------ MATERIAL FOR THIS TASK
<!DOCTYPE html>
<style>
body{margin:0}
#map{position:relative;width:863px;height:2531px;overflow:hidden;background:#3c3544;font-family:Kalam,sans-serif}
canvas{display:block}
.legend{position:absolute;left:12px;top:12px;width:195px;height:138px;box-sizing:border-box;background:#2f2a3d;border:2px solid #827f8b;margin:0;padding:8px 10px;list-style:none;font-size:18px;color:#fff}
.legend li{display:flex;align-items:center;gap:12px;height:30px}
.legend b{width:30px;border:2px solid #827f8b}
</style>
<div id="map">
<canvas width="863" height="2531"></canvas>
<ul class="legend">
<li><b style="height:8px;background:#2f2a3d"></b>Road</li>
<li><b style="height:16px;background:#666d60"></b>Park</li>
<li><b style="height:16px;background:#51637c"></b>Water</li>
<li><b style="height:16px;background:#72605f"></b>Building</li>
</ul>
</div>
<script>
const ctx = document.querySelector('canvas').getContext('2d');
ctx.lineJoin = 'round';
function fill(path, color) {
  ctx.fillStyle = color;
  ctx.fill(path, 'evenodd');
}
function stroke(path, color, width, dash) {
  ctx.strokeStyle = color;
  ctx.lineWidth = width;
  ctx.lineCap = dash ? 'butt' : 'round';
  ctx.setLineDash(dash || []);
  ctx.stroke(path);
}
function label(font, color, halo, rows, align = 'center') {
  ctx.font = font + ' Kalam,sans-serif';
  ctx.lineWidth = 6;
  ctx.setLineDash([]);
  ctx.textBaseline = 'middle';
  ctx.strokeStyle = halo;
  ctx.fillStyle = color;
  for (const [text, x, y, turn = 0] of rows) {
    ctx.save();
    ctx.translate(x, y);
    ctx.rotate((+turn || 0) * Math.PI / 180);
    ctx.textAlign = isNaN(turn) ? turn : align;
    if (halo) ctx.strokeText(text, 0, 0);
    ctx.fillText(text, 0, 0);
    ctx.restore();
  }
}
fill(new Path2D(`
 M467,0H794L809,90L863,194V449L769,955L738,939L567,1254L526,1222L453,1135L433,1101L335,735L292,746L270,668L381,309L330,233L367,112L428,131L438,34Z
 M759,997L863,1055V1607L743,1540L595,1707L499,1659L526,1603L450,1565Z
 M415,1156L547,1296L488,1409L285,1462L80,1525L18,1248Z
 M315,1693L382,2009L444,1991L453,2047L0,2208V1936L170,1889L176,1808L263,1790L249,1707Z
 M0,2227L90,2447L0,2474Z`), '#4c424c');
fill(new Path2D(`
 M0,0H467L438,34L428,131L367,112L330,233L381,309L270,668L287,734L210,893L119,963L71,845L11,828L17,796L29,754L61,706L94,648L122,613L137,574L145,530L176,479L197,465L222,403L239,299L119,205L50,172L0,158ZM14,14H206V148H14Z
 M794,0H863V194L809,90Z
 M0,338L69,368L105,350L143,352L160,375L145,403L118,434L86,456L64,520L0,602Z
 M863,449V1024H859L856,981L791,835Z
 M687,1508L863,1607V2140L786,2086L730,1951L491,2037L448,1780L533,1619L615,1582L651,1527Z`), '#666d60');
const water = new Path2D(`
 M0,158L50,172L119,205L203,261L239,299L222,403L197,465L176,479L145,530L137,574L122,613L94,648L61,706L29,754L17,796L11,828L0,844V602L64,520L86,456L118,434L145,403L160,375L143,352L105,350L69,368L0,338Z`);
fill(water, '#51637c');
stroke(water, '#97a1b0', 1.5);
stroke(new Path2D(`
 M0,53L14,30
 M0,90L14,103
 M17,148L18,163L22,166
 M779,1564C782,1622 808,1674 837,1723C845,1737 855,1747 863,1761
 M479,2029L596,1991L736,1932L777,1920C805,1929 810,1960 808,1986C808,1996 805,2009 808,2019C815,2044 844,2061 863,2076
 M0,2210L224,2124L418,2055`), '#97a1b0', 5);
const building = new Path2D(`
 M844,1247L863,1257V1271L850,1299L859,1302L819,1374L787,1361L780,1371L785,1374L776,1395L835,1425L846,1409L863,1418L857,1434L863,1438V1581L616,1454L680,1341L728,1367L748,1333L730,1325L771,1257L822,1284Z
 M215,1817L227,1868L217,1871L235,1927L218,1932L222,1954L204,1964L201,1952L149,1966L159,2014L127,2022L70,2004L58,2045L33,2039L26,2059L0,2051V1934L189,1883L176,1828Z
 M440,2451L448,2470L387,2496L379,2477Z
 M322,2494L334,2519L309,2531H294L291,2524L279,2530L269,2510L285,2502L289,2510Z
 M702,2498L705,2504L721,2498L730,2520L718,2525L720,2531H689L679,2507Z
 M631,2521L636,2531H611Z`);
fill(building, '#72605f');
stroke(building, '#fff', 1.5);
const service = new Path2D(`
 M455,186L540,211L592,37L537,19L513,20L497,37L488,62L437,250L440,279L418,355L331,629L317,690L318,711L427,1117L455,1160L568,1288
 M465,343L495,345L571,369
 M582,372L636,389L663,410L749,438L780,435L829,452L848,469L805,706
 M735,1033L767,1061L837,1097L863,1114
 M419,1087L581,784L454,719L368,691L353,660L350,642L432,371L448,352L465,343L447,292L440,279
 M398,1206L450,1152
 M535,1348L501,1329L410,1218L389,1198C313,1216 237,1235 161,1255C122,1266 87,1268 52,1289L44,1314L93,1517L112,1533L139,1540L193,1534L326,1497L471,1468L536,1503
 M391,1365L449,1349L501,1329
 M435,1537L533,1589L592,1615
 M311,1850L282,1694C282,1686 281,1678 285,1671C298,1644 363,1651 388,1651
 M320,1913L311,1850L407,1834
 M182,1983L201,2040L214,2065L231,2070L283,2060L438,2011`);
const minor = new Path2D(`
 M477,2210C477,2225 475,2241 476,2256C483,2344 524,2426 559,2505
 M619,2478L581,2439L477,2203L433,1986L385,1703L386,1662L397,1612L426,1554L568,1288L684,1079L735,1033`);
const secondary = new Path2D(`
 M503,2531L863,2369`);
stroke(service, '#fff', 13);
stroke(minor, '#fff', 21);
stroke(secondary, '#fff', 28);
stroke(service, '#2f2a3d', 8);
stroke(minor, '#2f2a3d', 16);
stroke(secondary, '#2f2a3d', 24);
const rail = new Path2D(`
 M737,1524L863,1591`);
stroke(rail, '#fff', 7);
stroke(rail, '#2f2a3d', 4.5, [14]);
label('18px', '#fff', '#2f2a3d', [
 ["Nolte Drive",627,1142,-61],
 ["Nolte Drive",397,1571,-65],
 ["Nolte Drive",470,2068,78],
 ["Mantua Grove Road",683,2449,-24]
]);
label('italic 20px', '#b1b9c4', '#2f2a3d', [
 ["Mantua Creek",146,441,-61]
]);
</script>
------------
*ACTIVITY*:
Begin with the line above that has "ctx.textAlign = isNaN(turn)" and continue through the line that has "M415,1156L547,1296L488,1409L285,1462L80,1525L18,1248Z", setting each one down exactly. Stop there.

*OUTPUT BELOW*:
    ctx.textAlign = isNaN(turn) ? turn : align;
    if (halo) ctx.strokeText(text, 0, 0);
    ctx.fillText(text, 0, 0);
    ctx.restore();
  }
}
fill(new Path2D(`
 M467,0H794L809,90L863,194V449L769,955L738,939L567,1254L526,1222L453,1135L433,1101L335,735L292,746L270,668L381,309L330,233L367,112L428,131L438,34Z
 M759,997L863,1055V1607L743,1540L595,1707L499,1659L526,1603L450,1565Z
 M415,1156L547,1296L488,1409L285,1462L80,1525L18,1248Z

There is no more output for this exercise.